In today’s society, physical love happens so quickly. It’s weird not to have sex (or something along the lines of it) almost right away when two people meet and are attracted to the other. There’s no denying that sex is incredibly pleasurable, but associating that pleasure with love is where things go wrong.

Sex has become so normalized that people have lost the ability to know what it feels like to love let alone be in love.

I have very high standards (some would say too high) but I have had the privilege to know what it feels like to be valued for who I am as a person over being sexually valued. Knowing that feeling has helped keep my standards intact.

This is a very hard society to keep standards and push to find someone who values you.

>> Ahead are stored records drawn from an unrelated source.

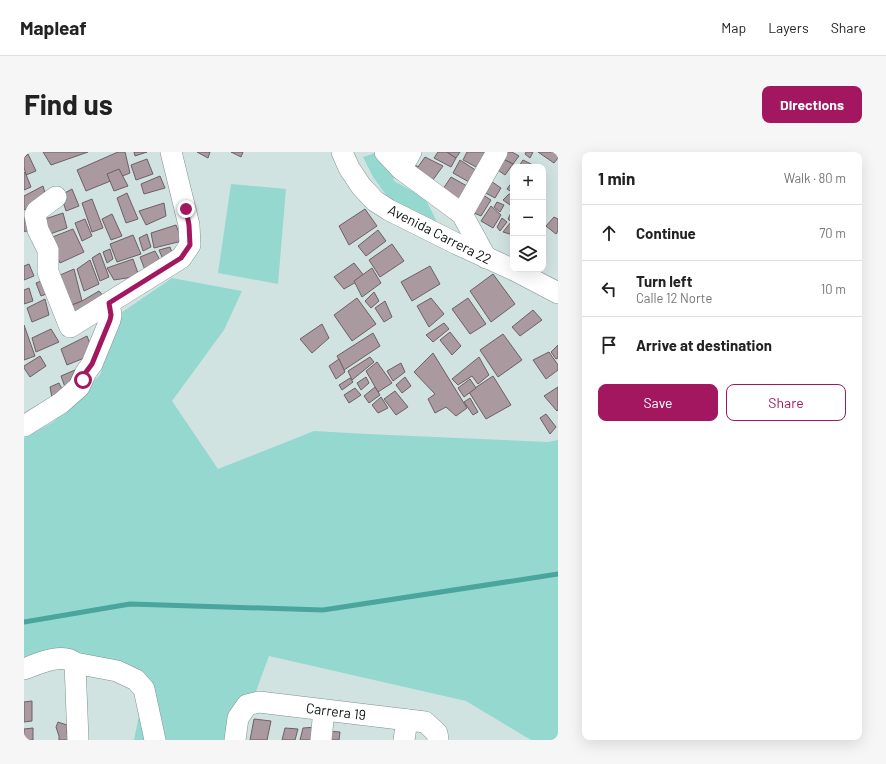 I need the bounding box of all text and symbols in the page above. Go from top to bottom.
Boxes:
text: Mapleaf [20,16,87,39]
text: Map [721,19,746,36]
text: Layers [768,19,809,36]
text: Share [831,19,866,36]
button: Directions [762,86,862,123]
text: Find us [24,87,113,121]
map controls [510,164,546,272]
button: + [510,164,546,200]
text: 1 min [598,168,635,188]
text: Walk · 80 m [784,170,846,186]
route end [177,200,195,218]
button: − [510,200,546,236]
street label: Avenida Carrera 22 [385,201,495,267]
icon: ahead [598,222,620,244]
text: Continue [636,224,696,242]
text: 70 m [819,225,846,241]
button: layers [510,236,546,272]
text: Turn left [636,272,692,290]
icon: left [598,278,620,300]
text: 10 m [821,281,846,297]
text: Calle 12 Norte [636,290,712,306]
icon: arrive [598,334,620,356]
text: Arrive at destination [636,336,772,354]
route start [74,371,92,389]
button: Save [598,384,718,421]
button: Share [726,384,846,421]
street label: Carrera 19 [305,699,367,723]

Even with knowing what it feels like to be valued and loved, I still have temptations to forget it all. I have had a lot of guys in my time message me only wanting explicit photos and sex. They would make small talk but shortly after focus on my body.

Even with someone who was a decent friend of mine, eventually started asking for pictures and sharing with me explicit scenarios he had imagined involving me. I tend to ignore things that are said in hopes that a guy stops. So, because of that, I do believe that these words did last longer than they should have. These conversations went on and off for about a year and then a couple of days ago he officially deleted me off of the app that he would send me these conversations on. It took a lot of me saying no and explaining myself to why I was saying no (which I hate that I have to do that because I should be able to say no once and a guy understand that but that’s a whole different issue). I had to say the word no multiple times after he kept asking. He said he cared about me and valued me and all of those nice things but I knew better and in the end, he proved me right.

I learned while talking with him that he only did physical things with people he loved. I knew there was no way that he was IN LOVE with me, so it showed me what level of love there needed to be for him to have or want to have sex.

That made me think. Is that the level of love a lot of people think is enough to determine when it’s time to have sex (excluding the sex without any love attached to it). I don’t know about you but I love a lot of people and if I based off wanting to have sex with someone because I loved them then I’d be having sex with a lot of people.

I do believe in waiting to have sex until marriage. I also know how easy it can be to have thoughts about wanting to have sex with someone you love before marriage. Which in my opinion, I believe is normal and even okay (on a level).

It’s valuing sex and more importantly valuing yourself when it comes to other’s intentions with you, romantically. I get a lot of superficial attention from men. I have come to accept that. Then, with that, it comes with a lot of sex-oriented words aimed towards me, some from men I don’t even know.

I know how I respond to sex and physical touch is affected by my faith and relationship with God. I also know whether or not you believe in God, you need to have standards, which in today’s society they have been lost, especially when it comes to physical touch and ultimately sex.

A lot of people use sex as a way of getting someone to love you, or to keep someone’s attention. At least that’s what society tells you. That’s, also, why when you say no, a lot of people will eventually lose interest because they aren’t getting what they want.

I encourage you to leave sex or anything related to it out of the equation until you have a solid relationship (hence why waiting for sex until marriage is really a good idea because if someone is willing to marry and love you without that physical pleasure then there’s a good chance they value you and want the best for you).

If you and your significant person are willing to control yourselves from having sex, or anything along those lines, that means you both value the other more than that immediate pleasure.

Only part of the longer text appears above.